Pela primeira vez em 25 anos de ocupação contínua da Estação Espacial Internacional (ISS), a Nasa decidiu interromper uma missão precocemente devido a uma questão de saúde. A medida, anunciada na última semana e com retorno previsto para esta quarta-feira, 14 de janeiro de 2026, afeta a tripulação da Crew-11. Embora a agência espacial evite usar o termo “evacuação de emergência”, tratando o caso como uma “precaução controlada”, o fato é histórico, pois nunca antes um problema médico havia forçado a volta antecipada de uma equipe inteira do laboratório orbital.

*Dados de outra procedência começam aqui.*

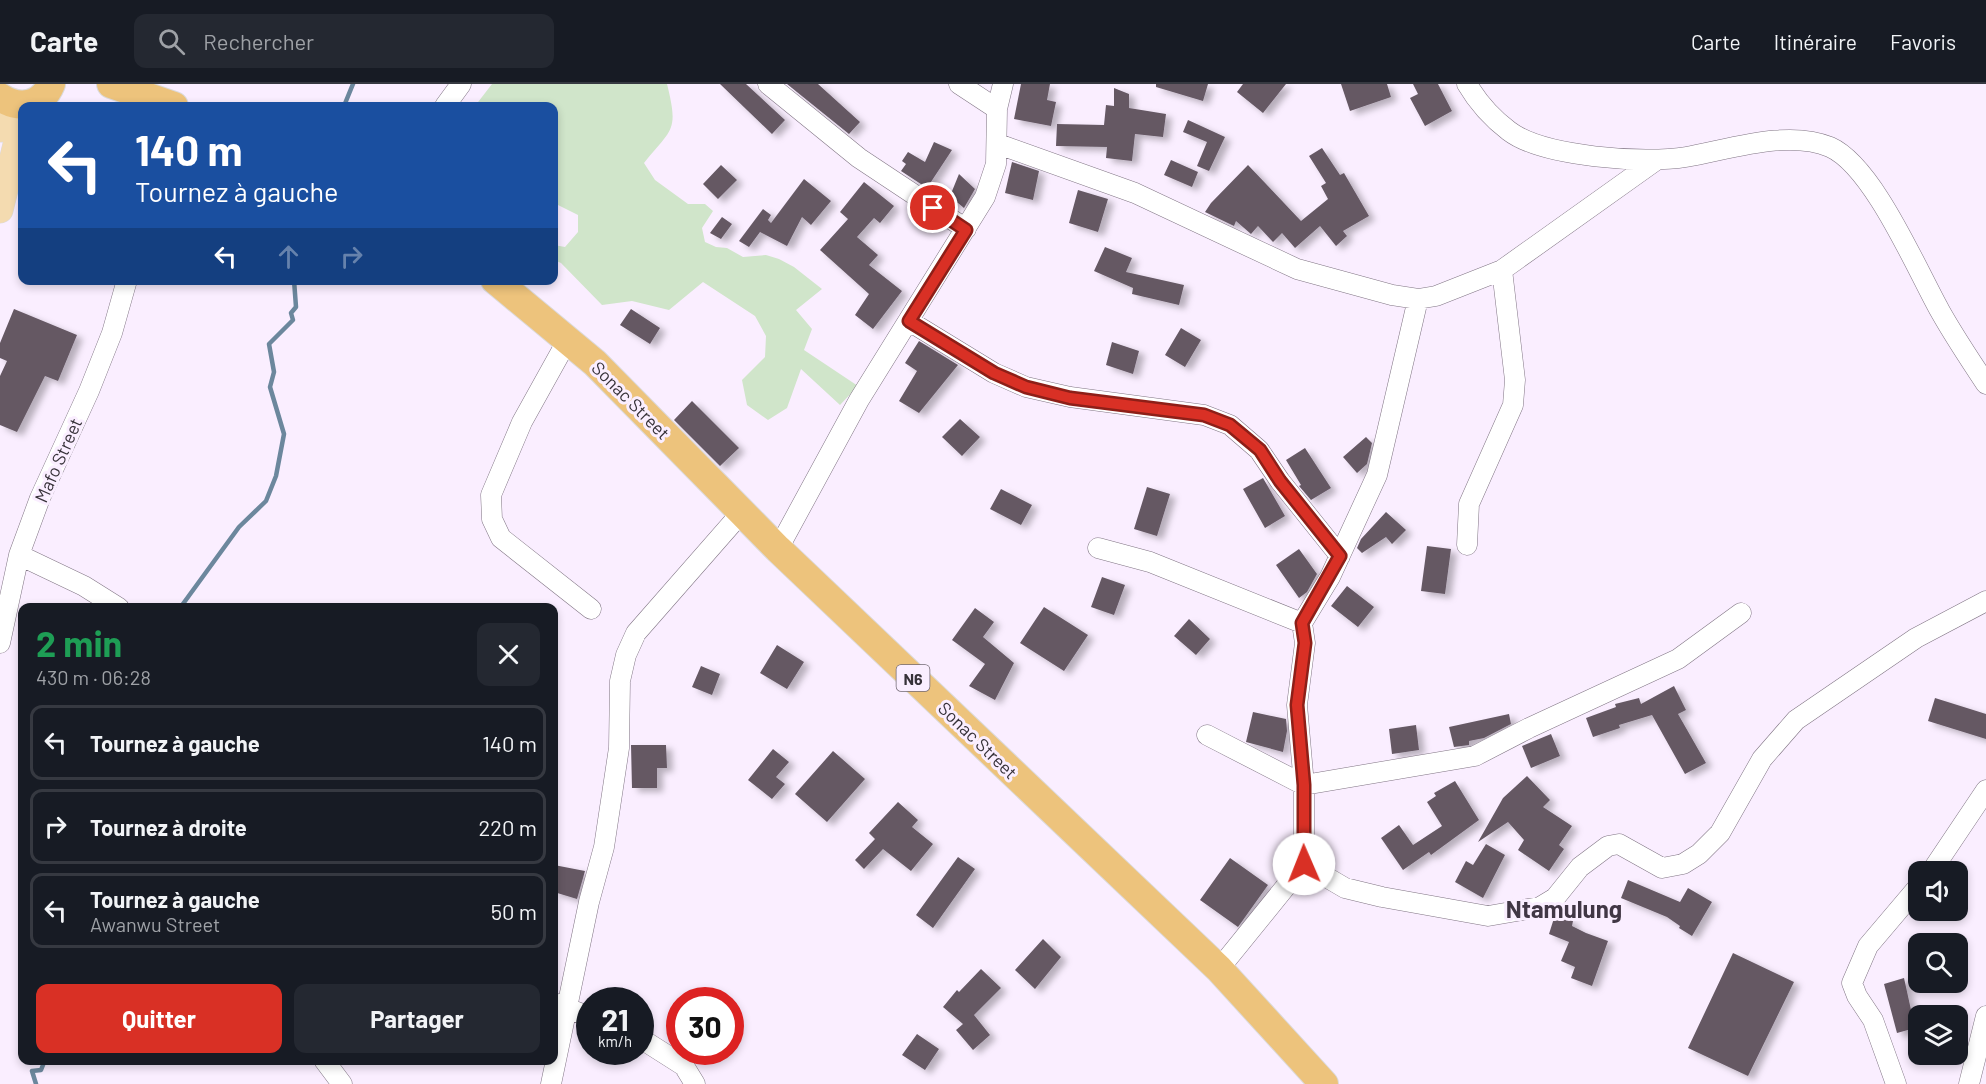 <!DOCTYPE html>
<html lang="fr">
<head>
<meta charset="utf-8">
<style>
	body { margin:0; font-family:Barlow,sans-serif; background:#242831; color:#f1f3f6; height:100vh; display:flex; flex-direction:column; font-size:22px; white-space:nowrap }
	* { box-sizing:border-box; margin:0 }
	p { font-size:20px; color:#9ea1a6 }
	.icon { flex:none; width:33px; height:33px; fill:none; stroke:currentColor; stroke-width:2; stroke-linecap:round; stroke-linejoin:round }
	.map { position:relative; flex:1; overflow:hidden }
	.drawer { position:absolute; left:18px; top:519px; width:540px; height:462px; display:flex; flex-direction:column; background:#171b24; border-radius:12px; box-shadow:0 3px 9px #0003 }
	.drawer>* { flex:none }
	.hud { position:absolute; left:18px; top:18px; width:540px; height:183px; border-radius:12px; box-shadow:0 3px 9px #0003; background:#1a4fa0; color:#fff; overflow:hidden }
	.buttons { position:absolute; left:1908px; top:777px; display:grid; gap:12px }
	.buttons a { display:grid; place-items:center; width:60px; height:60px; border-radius:12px; background:#171b24; box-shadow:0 3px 9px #0003; font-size:30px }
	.speed { position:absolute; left:576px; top:903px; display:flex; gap:12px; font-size:30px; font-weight:700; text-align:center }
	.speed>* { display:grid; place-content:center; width:78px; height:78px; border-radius:50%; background:#171b24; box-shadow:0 3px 9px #0003; line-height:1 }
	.speed small { font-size:15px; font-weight:400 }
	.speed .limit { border:9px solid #d22; background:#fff; color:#111 }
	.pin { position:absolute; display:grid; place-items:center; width:51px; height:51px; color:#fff; margin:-26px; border:3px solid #fff; border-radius:50%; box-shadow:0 2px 6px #0007 }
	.me { position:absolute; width:66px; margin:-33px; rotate:359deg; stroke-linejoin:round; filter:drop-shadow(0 0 4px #0008) }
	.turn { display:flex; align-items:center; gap:21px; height:126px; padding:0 18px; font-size:27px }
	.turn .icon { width:78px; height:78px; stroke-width:2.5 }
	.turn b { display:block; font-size:42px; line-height:51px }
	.lanes { display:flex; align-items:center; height:57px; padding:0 18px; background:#0003; justify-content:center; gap:30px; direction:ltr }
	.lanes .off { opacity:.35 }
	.round { display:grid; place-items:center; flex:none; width:63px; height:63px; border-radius:12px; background:#242831 }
	.overview { display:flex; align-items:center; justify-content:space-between; height:102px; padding:0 18px }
	h1 { font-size:36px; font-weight:700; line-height:45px; color:#1e9e55 }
	.cta { display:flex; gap:12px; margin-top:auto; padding:12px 18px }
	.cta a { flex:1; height:69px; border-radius:12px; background:#d93025; color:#fff; font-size:24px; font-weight:700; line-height:69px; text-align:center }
	.cta a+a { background:#242831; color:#f1f3f6 }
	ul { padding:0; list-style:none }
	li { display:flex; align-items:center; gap:18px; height:75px; margin:0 12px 9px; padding:0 6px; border:3px solid #363941; border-radius:12px }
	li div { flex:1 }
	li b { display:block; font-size:22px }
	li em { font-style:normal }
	header { display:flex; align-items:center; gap:36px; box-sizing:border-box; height:84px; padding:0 30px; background:#171b24; border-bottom:2px solid #363941 }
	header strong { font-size:28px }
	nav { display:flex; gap:33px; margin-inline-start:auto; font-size:21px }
	.search { width:420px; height:54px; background:#242831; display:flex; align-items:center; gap:15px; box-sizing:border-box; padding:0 21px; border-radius:12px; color:#9ea1a6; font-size:22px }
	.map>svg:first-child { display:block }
	.green { fill:#d0e5ca }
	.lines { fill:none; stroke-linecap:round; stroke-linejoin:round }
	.stream { stroke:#6c879d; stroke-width:4.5 }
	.building { fill:#655864; filter:url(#shadow) }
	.minor-casing { stroke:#807584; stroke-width:21 }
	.major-casing { stroke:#dbdadb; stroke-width:27 }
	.highway-casing { stroke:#dbdadb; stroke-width:30 }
	.minor { stroke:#fff; stroke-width:20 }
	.major { stroke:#f4dbb0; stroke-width:26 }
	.highway { stroke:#edc37c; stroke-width:28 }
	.route-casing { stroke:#8d1f18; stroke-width:15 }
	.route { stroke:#d93025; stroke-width:10 }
	.labels { text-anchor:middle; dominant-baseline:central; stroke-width:6; stroke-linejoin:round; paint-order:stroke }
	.shield { fill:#faeeff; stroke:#726a74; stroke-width:1.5 }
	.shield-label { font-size:16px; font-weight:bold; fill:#373239 }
	.street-label { font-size:18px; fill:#373239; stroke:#faeeff }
	.district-label { font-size:24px; font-weight:bold; fill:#413745; stroke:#faeeff }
</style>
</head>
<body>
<header>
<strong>Carte</strong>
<div class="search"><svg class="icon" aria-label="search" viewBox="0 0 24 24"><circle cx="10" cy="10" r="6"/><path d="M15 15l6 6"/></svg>Rechercher</div>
<nav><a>Carte</a><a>Itinéraire</a><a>Favoris</a></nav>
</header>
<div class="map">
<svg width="1986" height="1000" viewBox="0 0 1986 1000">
	<defs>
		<filter id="shadow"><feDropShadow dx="6" dy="4" stdDeviation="3" flood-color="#0004"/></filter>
	</defs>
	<rect width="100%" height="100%" fill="#faeeff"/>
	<path class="green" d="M492,0H667C679,48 672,44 644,79L655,96L688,120H705L713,127L702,144L705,158L716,163L727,164L743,173L766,171L779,175L794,183L822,205L796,226L812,245L804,266L858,302L840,321L801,285L787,324L768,336L747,321L742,296L765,273L766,252L755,232L703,198L669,226L632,217L602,221L561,179L554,176V161L565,163L578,148V131L554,119V22H475Z"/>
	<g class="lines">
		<path class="stream" d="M344,22L353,0
			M180,524L239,443L266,417L276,392L284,350L270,303L274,288L269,260L293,236L291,229L296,223L294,196
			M36,1000L32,987L41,986L45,976"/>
	</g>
	<path class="building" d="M720,0H746L785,36L772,50Z
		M787,0H818L860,38L849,50Z
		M1021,0H1050L1047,16L1056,18L1051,42L1014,35Z
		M1156,0H1208L1203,17L1156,3Z
		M1243,0H1286L1263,29L1237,8Z
		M1341,0H1387L1391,13L1350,27Z
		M1413,0H1438L1452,27L1425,42L1410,14L1418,10Z
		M1114,4L1129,10V24L1166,30L1163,53L1135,50L1132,77L1106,74L1107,63L1056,62L1057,40L1104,41L1106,21L1114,22Z
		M1188,36L1225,53L1209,87L1197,82L1207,58L1183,48Z
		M934,58L952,66L927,104L901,87L906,80L902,77L908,68L925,78Z
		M1322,64L1340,91L1344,89L1369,132L1343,147L1347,152L1336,162L1320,142L1295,164L1282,149L1273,158L1258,142L1251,150L1236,137L1234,142L1205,128L1211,119L1248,81L1301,137L1328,115L1321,102L1326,99L1309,72Z
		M1171,76L1198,88L1192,103L1164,91Z
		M1012,78L1039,87L1033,116L1005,109Z
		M721,81L737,96L718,115L703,100Z
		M959,90L975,105L964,124L958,119L948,117Z
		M804,95L831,117L811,141L802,133L787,162L760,148L749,163L739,157L763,125L771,131L768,136L771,139Z
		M864,98L894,122L880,139L874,134L857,153L878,171L869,181L902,207L873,245L855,231L869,210L820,166L848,135L840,128Z
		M1078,106L1108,115L1098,148L1069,139Z
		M722,133L732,140L721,155L710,149Z
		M1105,163L1132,174L1126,188L1184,201L1179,221L1132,210L1133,204L1094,187Z
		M14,225L77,251L58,297L45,292L17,348L0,341V292L7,277L0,274V259Z
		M631,225L660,244L650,260L620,241Z
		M1181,244L1201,256L1185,283L1165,271Z
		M919,257L958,281L919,329L899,317L917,287L905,279Z
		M1112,258L1139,267L1133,290L1106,281Z
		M692,317L739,364L720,382L674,336Z
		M960,335L980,353L962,372L942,353Z
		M1366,353L1372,359L1367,380L1357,389L1343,373Z
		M1305,364L1331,404L1311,416L1299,402L1301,401L1286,376Z
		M1263,394L1285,432L1265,444L1243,405Z
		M1147,403L1170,410L1157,452L1134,445Z
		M1001,405L1032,421L1021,441L990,425Z
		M1386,428L1406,446L1392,460L1386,453L1362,469L1357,464L1361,455Z
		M1427,462L1451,465L1445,510L1421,507Z
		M1299,465L1317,490L1307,508L1299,514L1276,481Z
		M1102,493L1125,501L1114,531L1091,523Z
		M1347,502L1374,523L1358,543L1331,522Z
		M1044,523L1088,551L1064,587L1020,559Z
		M975,524L994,538L983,553L1014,579L995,616L969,602L985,580L952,556Z
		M1189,535L1210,555L1196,571L1174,552Z
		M777,561L804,578L787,605L760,589Z
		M701,582L720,590L712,611L692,603Z
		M1674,602L1686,626L1678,630L1706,679L1685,690L1652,631L1619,641L1620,644L1593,653L1586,634L1616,623L1615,620L1639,614L1641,620Z
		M1935,614L1986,630V655L1928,637Z
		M1253,628L1286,635L1287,647L1283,668L1246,658Z
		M1509,630L1511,640L1484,654L1469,657V661L1454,663L1449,643Z
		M1416,641L1419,666L1392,670L1389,645Z
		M1551,650L1560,672L1531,684L1522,662Z
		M631,661H666L667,684H657V704H632Z
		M773,665L789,678L776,693L785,700L772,715L748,696Z
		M833,667L865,695L827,738L795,710Z
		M1527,692L1550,716L1543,723L1572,742L1559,761L1564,765L1549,787L1518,766L1524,756L1508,738L1478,758L1503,714Z
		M1455,697L1479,736L1431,771L1429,768L1403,786L1381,754L1399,741L1413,761L1442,742L1427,718L1436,712L1434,709Z
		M898,718L918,736L912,743L933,760L911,787L883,765L864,785L855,776L875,755L869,749Z
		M1486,760L1505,771L1483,814L1455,798L1466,777L1473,781Z
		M958,773L975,785L933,844L916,831Z
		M1230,774L1268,801L1238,843L1200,816Z
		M554,781L585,787L577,815L554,808Z
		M1628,796L1680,818L1688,804L1712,818L1692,852L1679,844L1680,842L1667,833L1621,814Z
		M1555,831L1573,837L1572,842L1586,849L1608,857L1592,902L1571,894L1575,883L1561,877L1569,858L1549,850Z
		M1043,855L1061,873L1035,905L1015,886Z
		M1733,869L1794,898L1748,992L1688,964Z
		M981,885L1001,904L974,931L990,951L973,966L956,946L963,940L943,923L957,906L959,908Z
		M1904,894L1915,944L1897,949L1884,900Z
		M917,950L939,965L925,986L902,971Z"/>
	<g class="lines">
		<defs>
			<path id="minor" d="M768,0L859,74L966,145
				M959,0L997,25
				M1467,0C1477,17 1493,35 1509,47C1543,73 1645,80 1686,73C1728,66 1788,45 1830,63C1873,82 1916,184 1940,227C1954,252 1970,276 1986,300
				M445,22L461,0
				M998,60L1135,109L1297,185L1392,211L1418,215L1436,212L1502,186L1655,77
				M1418,215L1377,391L1330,493L1302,539L1305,559L1297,621L1304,701V780L1345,804L1382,813L1488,832L1540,823L1555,814L1580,783L1608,762L1619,760L1662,784L1683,780L1699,770L1720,749L1762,675L1796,636L1916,554L1986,517
				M909,237L994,289L1026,303L1070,313L1204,331L1230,341L1259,366L1280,397L1340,472
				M567,257L522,338L491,411L492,435L501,454L591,525
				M1467,461L1469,420L1513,321L1515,296L1502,186
				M1098,464L1150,478L1302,539
				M778,465L859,316L985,113L996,80L997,25L1003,0
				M19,471L84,502L119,524
				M0,559L19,471L40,414L89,307L112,249L127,196
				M1207,651L1304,701L1475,672L1529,644L1678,575L1741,529
				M1931,788L1986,706
				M1219,885L1304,780
				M554,919L590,933
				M640,954L684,982L695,1000
				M324,976L342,1000
				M551,1000L589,818L604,763L619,664L620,597L626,571L636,549L742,428
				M1896,1000L1873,936L1857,912L1852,899L1868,862L1918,803
				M1969,1000L1986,932"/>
			<path id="major" d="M0,45L7,18
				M0,126L22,36"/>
			<path id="highway" d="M111,0L174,22
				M0,13C19,26 42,22 51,0
				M495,196L595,279L778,465L1219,885L1324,1000"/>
		</defs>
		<use href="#minor" class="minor-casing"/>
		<use href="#major" class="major-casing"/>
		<use href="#highway" class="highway-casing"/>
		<use href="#minor" class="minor"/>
		<use href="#major" class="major"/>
		<use href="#highway" class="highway"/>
	</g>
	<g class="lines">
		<defs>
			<path id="route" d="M933,124L966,146L909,237L994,289L1026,303L1070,314L1204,331L1230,341L1260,366L1280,397L1340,472L1302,539L1305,559L1297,621L1304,701V780"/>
		</defs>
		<use href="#route" class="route-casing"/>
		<use href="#route" class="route"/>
	</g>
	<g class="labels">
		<rect class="shield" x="896.5" y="581" width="33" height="26" rx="4.5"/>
		<g class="shield-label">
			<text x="913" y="594">N6</text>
		</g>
		<g class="street-label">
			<text transform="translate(631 316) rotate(45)">Sonac Street</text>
			<text transform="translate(58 376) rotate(-66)">Mafo Street</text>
			<text transform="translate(978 656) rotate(44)">Sonac Street</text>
		</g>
		<g class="district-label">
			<text x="1564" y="824">Ntamulung</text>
		</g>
	</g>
</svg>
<div class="buttons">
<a><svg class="icon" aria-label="sound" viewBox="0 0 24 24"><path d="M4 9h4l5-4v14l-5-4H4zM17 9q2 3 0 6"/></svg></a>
<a><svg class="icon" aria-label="search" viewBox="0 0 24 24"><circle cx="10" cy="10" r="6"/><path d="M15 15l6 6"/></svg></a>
<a><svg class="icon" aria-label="layers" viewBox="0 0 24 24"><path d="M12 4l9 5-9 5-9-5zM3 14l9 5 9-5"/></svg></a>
</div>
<div class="speed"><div>21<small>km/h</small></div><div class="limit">30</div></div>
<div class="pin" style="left:933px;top:124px;background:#d93025"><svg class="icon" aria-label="arrive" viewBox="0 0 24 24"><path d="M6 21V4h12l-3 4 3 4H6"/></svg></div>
<svg class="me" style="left:1304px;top:780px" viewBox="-20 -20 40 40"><circle r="19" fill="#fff"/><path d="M0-13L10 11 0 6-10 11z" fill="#d93025"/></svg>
<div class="hud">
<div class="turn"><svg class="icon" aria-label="left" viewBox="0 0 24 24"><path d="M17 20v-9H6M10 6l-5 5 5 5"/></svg><div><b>140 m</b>Tournez à gauche</div></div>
<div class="lanes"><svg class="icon" aria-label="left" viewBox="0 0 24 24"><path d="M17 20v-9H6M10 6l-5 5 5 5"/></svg><svg class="icon off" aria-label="ahead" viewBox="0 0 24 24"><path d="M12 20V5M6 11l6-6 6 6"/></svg><svg class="icon off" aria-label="right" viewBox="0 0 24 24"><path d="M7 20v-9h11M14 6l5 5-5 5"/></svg></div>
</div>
<section class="drawer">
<div class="overview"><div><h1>2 min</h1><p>430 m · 06:28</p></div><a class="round"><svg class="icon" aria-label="close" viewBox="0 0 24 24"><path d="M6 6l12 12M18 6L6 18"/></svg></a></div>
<ul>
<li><svg class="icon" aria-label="left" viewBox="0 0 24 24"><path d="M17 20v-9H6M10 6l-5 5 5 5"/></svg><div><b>Tournez à gauche</b></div><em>140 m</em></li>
<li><svg class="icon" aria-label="right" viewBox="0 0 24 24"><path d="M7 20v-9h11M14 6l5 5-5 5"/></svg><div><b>Tournez à droite</b></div><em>220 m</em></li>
<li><svg class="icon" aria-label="left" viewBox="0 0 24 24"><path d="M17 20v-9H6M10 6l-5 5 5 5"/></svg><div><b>Tournez à gauche</b><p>Awanwu Street</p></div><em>50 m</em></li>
</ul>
<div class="cta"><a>Quitter</a><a>Partager</a></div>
</section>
</div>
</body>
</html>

O alerta começou no dia 7 de janeiro, quando uma caminhada espacial programada para manutenção dos painéis solares foi cancelada abruptamente. Segundo o diretor médico da Nasa, James Polk, a decisão de trazer os astronautas de volta ocorre devido a uma condição de saúde “séria, mas estável”, relacionada aos efeitos da microgravidade no corpo humano. Por questões de privacidade e ética médica, a identidade do tripulante afetado e o diagnóstico exato não foram revelados, mas a agência confirmou que não se trata de um ferimento causado por acidente de trabalho.
A equipe que retorna à Terra na cápsula Dragon, da SpaceX, é composta pelos americanos Zena Cardman e Mike Fincke, pelo japonês Kimiya Yui e pelo russo Oleg Platonov. Eles estavam no espaço desde agosto de 2025 e deveriam permanecer em órbita até fevereiro. Com a saída antecipada, a ISS passará a operar temporariamente com uma “tripulação reduzida”, composta por apenas três astronautas: o americano Chris Williams e os russos Sergey Kud-Sverchkov e Sergei Mikaev, que chegaram ao complexo por meio de uma missão russa.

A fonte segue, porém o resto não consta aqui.